Uh-oh, barely_normal adds: "I actually am going to stop testing Windows 10, as I will not use, or recommend, a Windows that forces updates upon the user, unless there is a guarantee of payment, say $500/hour, for each hour my computer is unusable each time the updates bork the machine in any way. Unreasonable? Certainly. In the same manner as Microsoft? You bet!"

Google pushes out Chrome OS updates about every six weeks. Surely Microsoft can execute as well or even better. What is "software-as-a-service" if not something like what barely_normal objects to?

PC_Tool has "no issues with any of the build regarding stability. The constant changes were a bit dramatic; maybe even somewhat traumatizing, but they seem to have settled down a bit and I do like what I see in the latest build".

Jason Hendry's experience is similar: "I'm not having many if any bugs on my Windows 10130 Build. I've used pretty much all their updates as my daily device and only one time I had to reinstall from fresh. I'm surprised how bug-free mostly my experience has been on Windows 10 desktop.

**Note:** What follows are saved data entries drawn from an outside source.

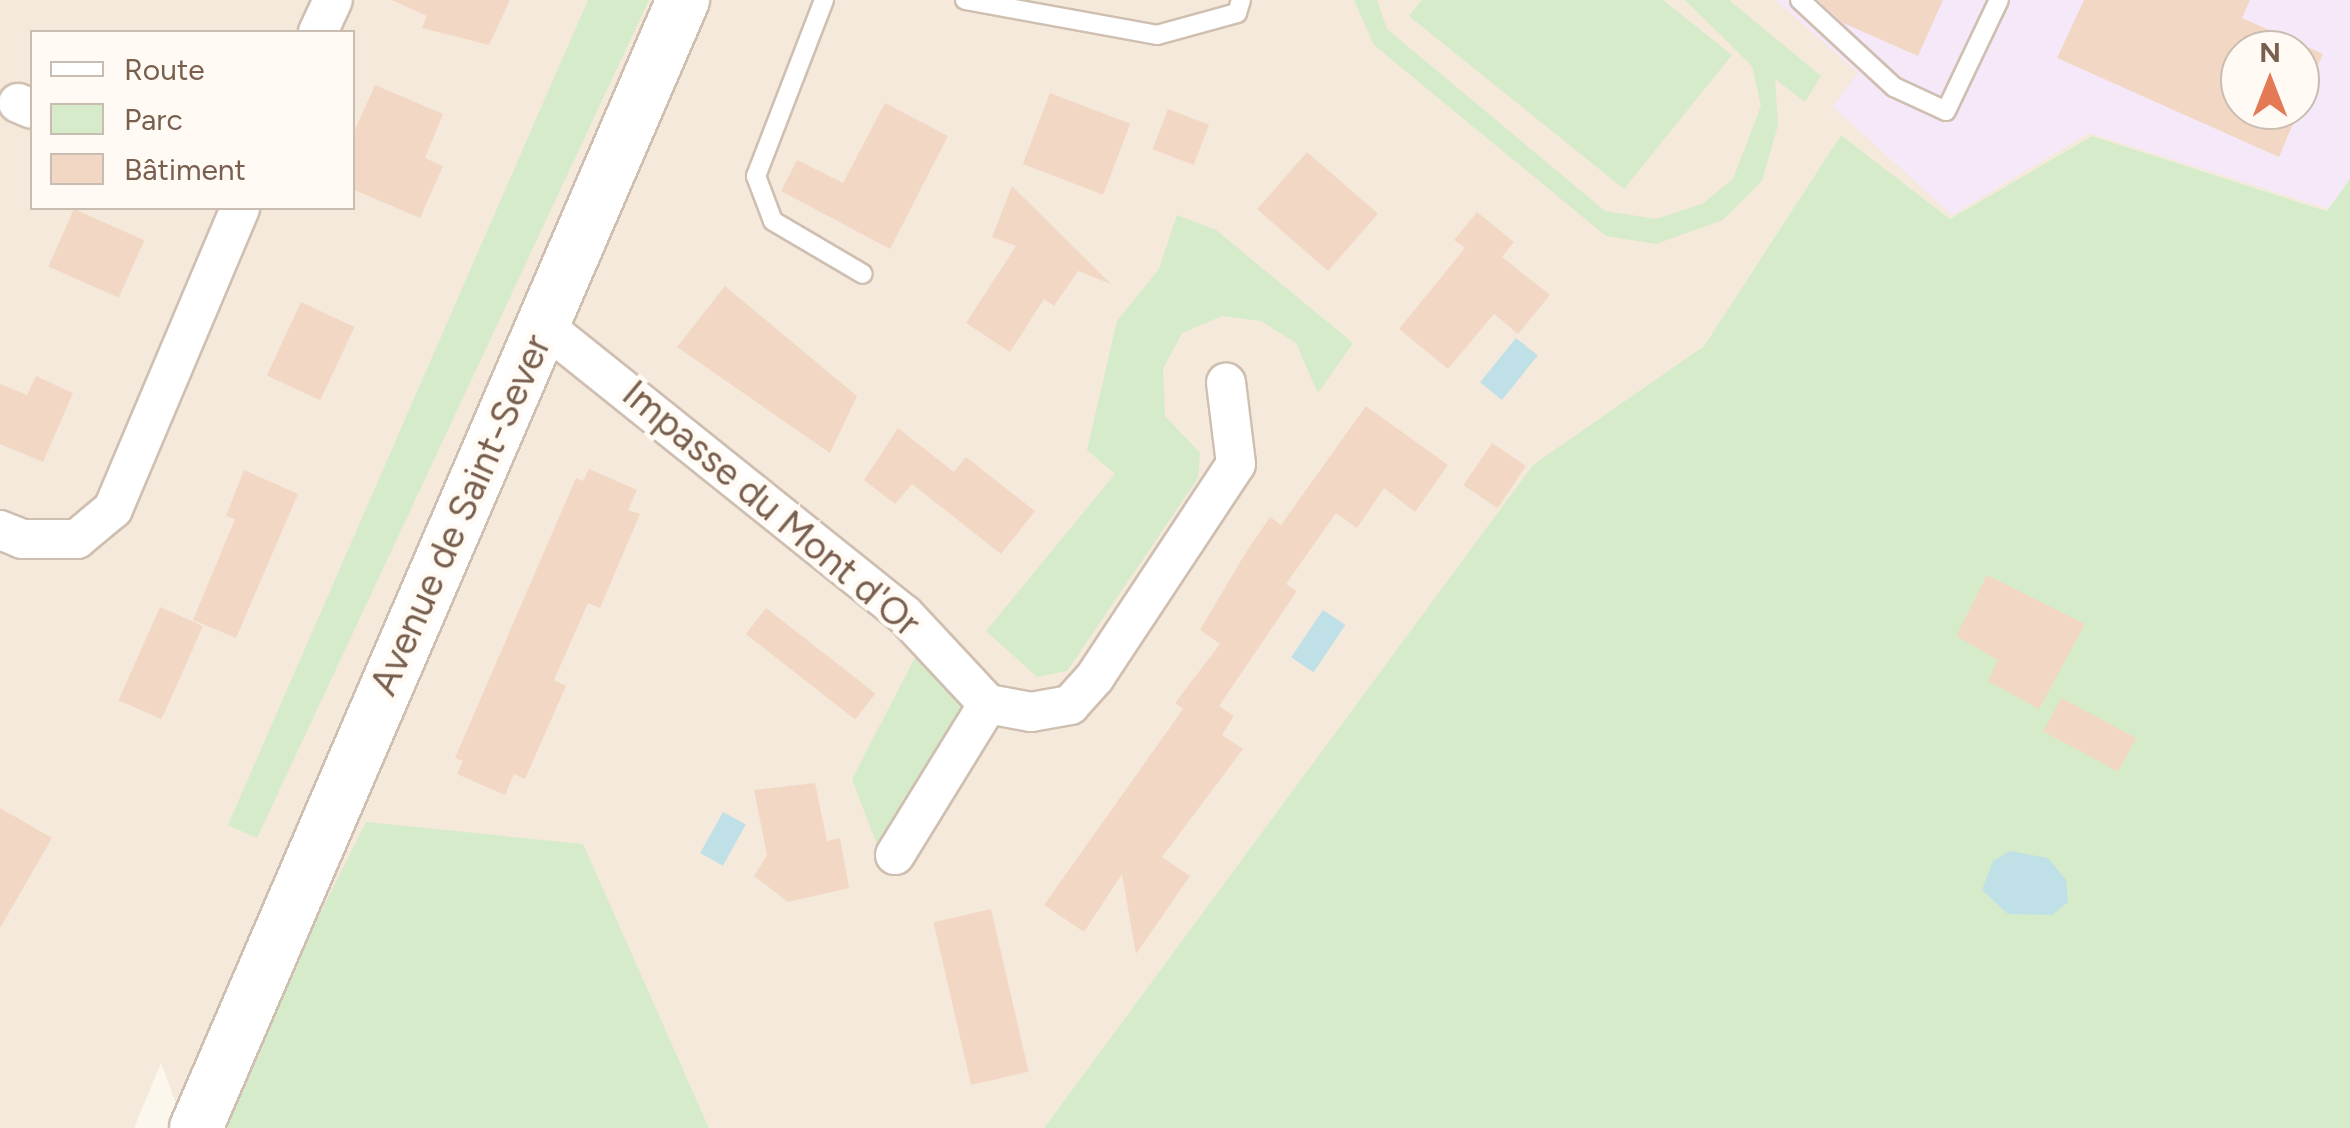 <!DOCTYPE html>
<meta charset="utf-8">
<style>
body{margin:0}
#map{position:relative;width:2350px;height:1128px;overflow:hidden;background:#fcf7ec;font-family:Figtree,sans-serif}
div>[style]{position:absolute}
.residential>*{inset:0;background:#f4e9da}
.education>*{inset:0;background:#f4e8f9}
.green>*{inset:0;background:#d6ebca}
.water>*{inset:0;background:#c0e0e7;transform-origin:0 0}
.building>*{inset:0;background:#f2d8c4;transform-origin:0 0}
.roads{filter:drop-shadow(2px 0 #cfbfb1) drop-shadow(-2px 0 #cfbfb1) drop-shadow(0 2px #cfbfb1) drop-shadow(0 -2px #cfbfb1)}
.lane>*{height:18px;margin:-9px;padding:0 9px;transform-origin:9px;border-radius:9px;background:#fff}
.street>*{height:38px;margin:-19px;padding:0 19px;transform-origin:19px;border-radius:19px;background:#fff}
.secondary>*{height:52px;margin:-26px;padding:0 26px;transform-origin:26px;border-radius:26px;background:#fff}
span{translate:-50% -50%;white-space:nowrap;text-align:center;line-height:1.15;-webkit-text-stroke:9px #fffaf3;paint-order:stroke}
.street-label{font-size:38px;color:#785f4e}
.legend{position:absolute;left:30px;top:30px;width:325px;height:180px;box-sizing:border-box;background:#fffaf3;border:2px solid #c9bcb1;margin:0;padding:12px 18px;list-style:none;font-size:30px;color:#785f4e}
.legend li{display:flex;align-items:center;gap:20px;height:50px}
.legend b{width:50px;border:2px solid #c9bcb1}
.north{position:absolute;left:2220px;top:30px;width:100px;height:100px;box-sizing:border-box;background:#fffaf3;border:2px solid #c9bcb1;border-radius:50%;rotate:0deg;font-size:28px;font-weight:700;line-height:40px;text-align:center;color:#785f4e}
.north::after{content:'';display:block;margin:auto;width:35px;height:45px;background:#e37a55;clip-path:polygon(50% 0,100% 100%,50% 72%,0 100%)}
</style>
<div id="map">
<div class="residential">
<div style="clip-path:polygon(evenodd,0 0,2350px 0,2350px 179px,2328px 211px,2092px 136px,1950px 219px,1841px 135px,1704px 346px,1533px 466px,1044px 1128px,709px 1128px,583px 845px,213px 1128px,185px 1128px,161px 1063px,134px 1128px,0 1128px,0 0,32px 32px,352px 32px,352px 208px,32px 208px,32px 32px,0 0,2240px 50px,2300px 50px,2300px 110px,2240px 110px,2240px 50px)"></div>
</div>
<div class="education">
<div style="clip-path:polygon(evenodd,1776px 0,2350px 0,2350px 177px,2329px 209px,2089px 133px,1952px 215px,1833px 107px,1858px 73px,1776px 0,2240px 50px,2300px 50px,2300px 110px,2240px 110px,2240px 50px)"></div>
</div>
<div class="green">
<div style="clip-path:polygon(588px 0,649px 0,257px 838px,228px 825px)"></div>
<div style="clip-path:polygon(1354px 0,1377px 0,1387px 29px,1605px 211px,1656px 219px,1702px 204px,1733px 179px,1761px 106px,1752px 66px,1685px 0,1729px 0,1821px 76px,1805px 102px,1775px 79px,1778px 125px,1762px 181px,1723px 220px,1656px 244px,1606px 236px,1374px 45px)"></div>
<div style="clip-path:polygon(1422px 0,1663px 0,1732px 55px,1624px 189px,1409px 16px)"></div>
<div style="clip-path:polygon(1841px 135px,1950px 219px,2092px 136px,2327px 211px,2350px 179px,2350px 1128px,1044px 1128px,1533px 465px,1704px 346px)"></div>
<div style="clip-path:polygon(1177px 215px,1216px 230px,1353px 343px,1318px 393px,1296px 343px,1261px 321px,1222px 316px,1182px 333px,1163px 369px,1165px 416px,1200px 453px,1198px 478px,1067px 671px,1037px 677px,986px 631px,1115px 474px,1087px 450px,1117px 321px,1159px 269px)"></div>
<div style="clip-path:polygon(919px 650px,960px 703px,957px 733px,877px 845px,852px 779px)"></div>
<div style="clip-path:polygon(366px 822px,583px 844px,709px 1128px,213px 1128px)"></div>
</div>
<div class="water">
<div style="left:1516px;top:338px;width:28px;height:57px;rotate:39deg"></div>
<div style="left:1323px;top:610px;width:27px;height:57px;rotate:34deg"></div>
<div style="left:723px;top:812px;width:26px;height:47px;rotate:29deg"></div>
<div style="clip-path:polygon(2010px 851px,2048px 858px,2066px 880px,2068px 902px,2052px 915px,2008px 914px,1982px 890px,1993px 861px)"></div>
</div>
<div class="building">
<div style="clip-path:polygon(392px 0,510px 0,489px 45px,422px 28px,427px 16px)"></div>
<div style="clip-path:polygon(1818px 0,1943px 0,1918px 56px,1843px 23px)"></div>
<div style="clip-path:polygon(2084px 0,2250px 0,2242px 18px,2323px 54px,2300px 108px,2300px 50px,2240px 50px,2240px 110px,2299px 110px,2279px 157px,2057px 58px)"></div>
<div style="clip-path:polygon(375px 85px,443px 114px,425px 158px,443px 166px,420px 218px,352px 189px,352px 136px)"></div>
<div style="left:1050px;top:93px;width:86px;height:76px;rotate:21deg"></div>
<div style="clip-path:polygon(885px 103px,948px 136px,890px 249px,781px 191px,797px 160px,843px 183px)"></div>
<div style="left:1168px;top:109px;width:44px;height:43px;rotate:21deg"></div>
<div style="left:1307px;top:152px;width:94px;height:76px;rotate:41deg"></div>
<div style="clip-path:polygon(1012px 186px,1111px 284px,1078px 271px,1054px 306px,1044px 299px,1010px 352px,966px 323px,1016px 246px,992px 237px)"></div>
<div style="left:74px;top:209px;width:77px;height:63px;rotate:24deg"></div>
<div style="clip-path:polygon(1477px 212px,1514px 242px,1502px 257px,1550px 295px,1518px 334px,1494px 314px,1448px 369px,1399px 329px,1465px 248px,1454px 240px)"></div>
<div style="clip-path:polygon(725px 286px,857px 396px,830px 453px,677px 347px)"></div>
<div style="left:301px;top:302px;width:59px;height:81px;rotate:25deg"></div>
<div style="clip-path:polygon(36px 376px,73px 393px,43px 462px,0 444px,0 384px,27px 395px)"></div>
<div style="clip-path:polygon(1366px 406px,1448px 465px,1415px 512px,1384px 488px,1357px 528px,1336px 513px,1286px 584px,1297px 591px,1219px 706px,1234px 716px,1222px 735px,1243px 749px,1162px 857px,1190px 876px,1136px 954px,1122px 874px,1084px 932px,1044px 905px,1183px 709px,1175px 703px,1220px 644px,1200px 630px,1243px 557px,1270px 517px,1281px 525px)"></div>
<div style="clip-path:polygon(898px 428px,954px 472px,966px 457px,1035px 511px,1001px 554px,912px 484px,895px 504px,864px 480px)"></div>
<div style="left:1492px;top:443px;width:41px;height:51px;rotate:34deg"></div>
<div style="clip-path:polygon(589px 469px,637px 490px,628px 510px,640px 514px,600px 608px,588px 603px,554px 680px,566px 686px,525px 779px,514px 774px,505px 795px,457px 774px,463px 761px,455px 758px,576px 478px,583px 481px)"></div>
<div style="clip-path:polygon(244px 470px,298px 494px,236px 638px,193px 620px,235px 519px,226px 516px)"></div>
<div style="clip-path:polygon(1987px 575px,2085px 624px,2039px 709px,1988px 681px,1998px 660px,1956px 636px)"></div>
<div style="left:160px;top:607px;width:47px;height:102px;rotate:24deg"></div>
<div style="left:766px;top:608px;width:139px;height:33px;rotate:38deg"></div>
<div style="left:2061px;top:698px;width:85px;height:38px;rotate:28deg"></div>
<div style="clip-path:polygon(815px 783px,827px 841px,840px 838px,849px 888px,788px 902px,754px 876px,767px 855px,754px 790px)"></div>
<div style="clip-path:polygon(0 808px,52px 838px,0 928px)"></div>
<div style="left:991px;top:909px;width:167px;height:59px;rotate:77deg"></div>
</div>
<div class="roads">
<div class="lane">
<div style="left:824px;top:0;width:189px;rotate:111.1deg"></div>
<div style="left:756px;top:176px;width:48px;rotate:69.3deg"></div>
<div style="left:773px;top:221px;width:104px;rotate:30.5deg"></div>
<div style="left:965px;top:0;width:195px;rotate:10.3deg"></div>
<div style="left:1157px;top:35px;width:83px;rotate:-15.4deg"></div>
<div style="left:1237px;top:13px;width:14px;rotate:-73deg"></div>
<div style="left:1800px;top:0;width:128px;rotate:42.8deg"></div>
<div style="left:1894px;top:87px;width:57px;rotate:24.8deg"></div>
<div style="left:1946px;top:111px;width:123px;rotate:-64.5deg"></div>
</div>
<div class="street">
<div style="left:318px;top:32px;width:35px;rotate:-65deg"></div>
<div style="left:18px;top:103px;width:15px;rotate:23deg"></div>
<div style="left:544px;top:326px;width:461px;rotate:38.7deg"></div>
<div style="left:904px;top:614px;width:123px;rotate:47deg"></div>
<div style="left:988px;top:704px;width:44px;rotate:10.5deg"></div>
<div style="left:1031px;top:712px;width:40px;rotate:-10deg"></div>
<div style="left:1070px;top:705px;width:38px;rotate:-48deg"></div>
<div style="left:1095px;top:677px;width:255px;rotate:-56.5deg"></div>
<div style="left:1236px;top:464px;width:82px;rotate:-97deg"></div>
<div style="left:0;top:530px;width:24px;rotate:22deg"></div>
<div style="left:22px;top:539px;width:55px"></div>
<div style="left:77px;top:539px;width:47px;rotate:-39.8deg"></div>
<div style="left:113px;top:509px;width:327px;rotate:-67.1deg"></div>
<div style="left:895px;top:855px;width:177px;rotate:-58.4deg"></div>
</div>
<div class="secondary">
<div style="left:196px;top:1128px;width:1229px;rotate:-66.65deg"></div>
</div>
</div>
<div class="street-label">
<span style="left:771px;top:509px;rotate:40deg">Impasse du Mont d'Or</span>
<span style="left:461px;top:515px;rotate:-66deg">Avenue de Saint-Sever</span>
</div>
<ul class="legend">
<li><b style="height:12px;background:#fff"></b>Route</li>
<li><b style="height:28px;background:#d6ebca"></b>Parc</li>
<li><b style="height:28px;background:#f2d8c4"></b>Bâtiment</li>
</ul>
<div class="north">N</div>
</div>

Other BetaNews readers report problems, however. "The software really hates my laptop", Johnrc comments five days ago. "This is the laptop I use for experimentation. No way I am going to upgrade the laptops and desktops I use for real work. I can live with Windows 7 and Windows 8.1. The alternative is unacceptable".

Your experience is what? We really want to know. What do you like? Dislike? Still want? Please share with the class, and educate other would-be Windows 10 upgraders -- or others joining the beta plunge -- about your experience.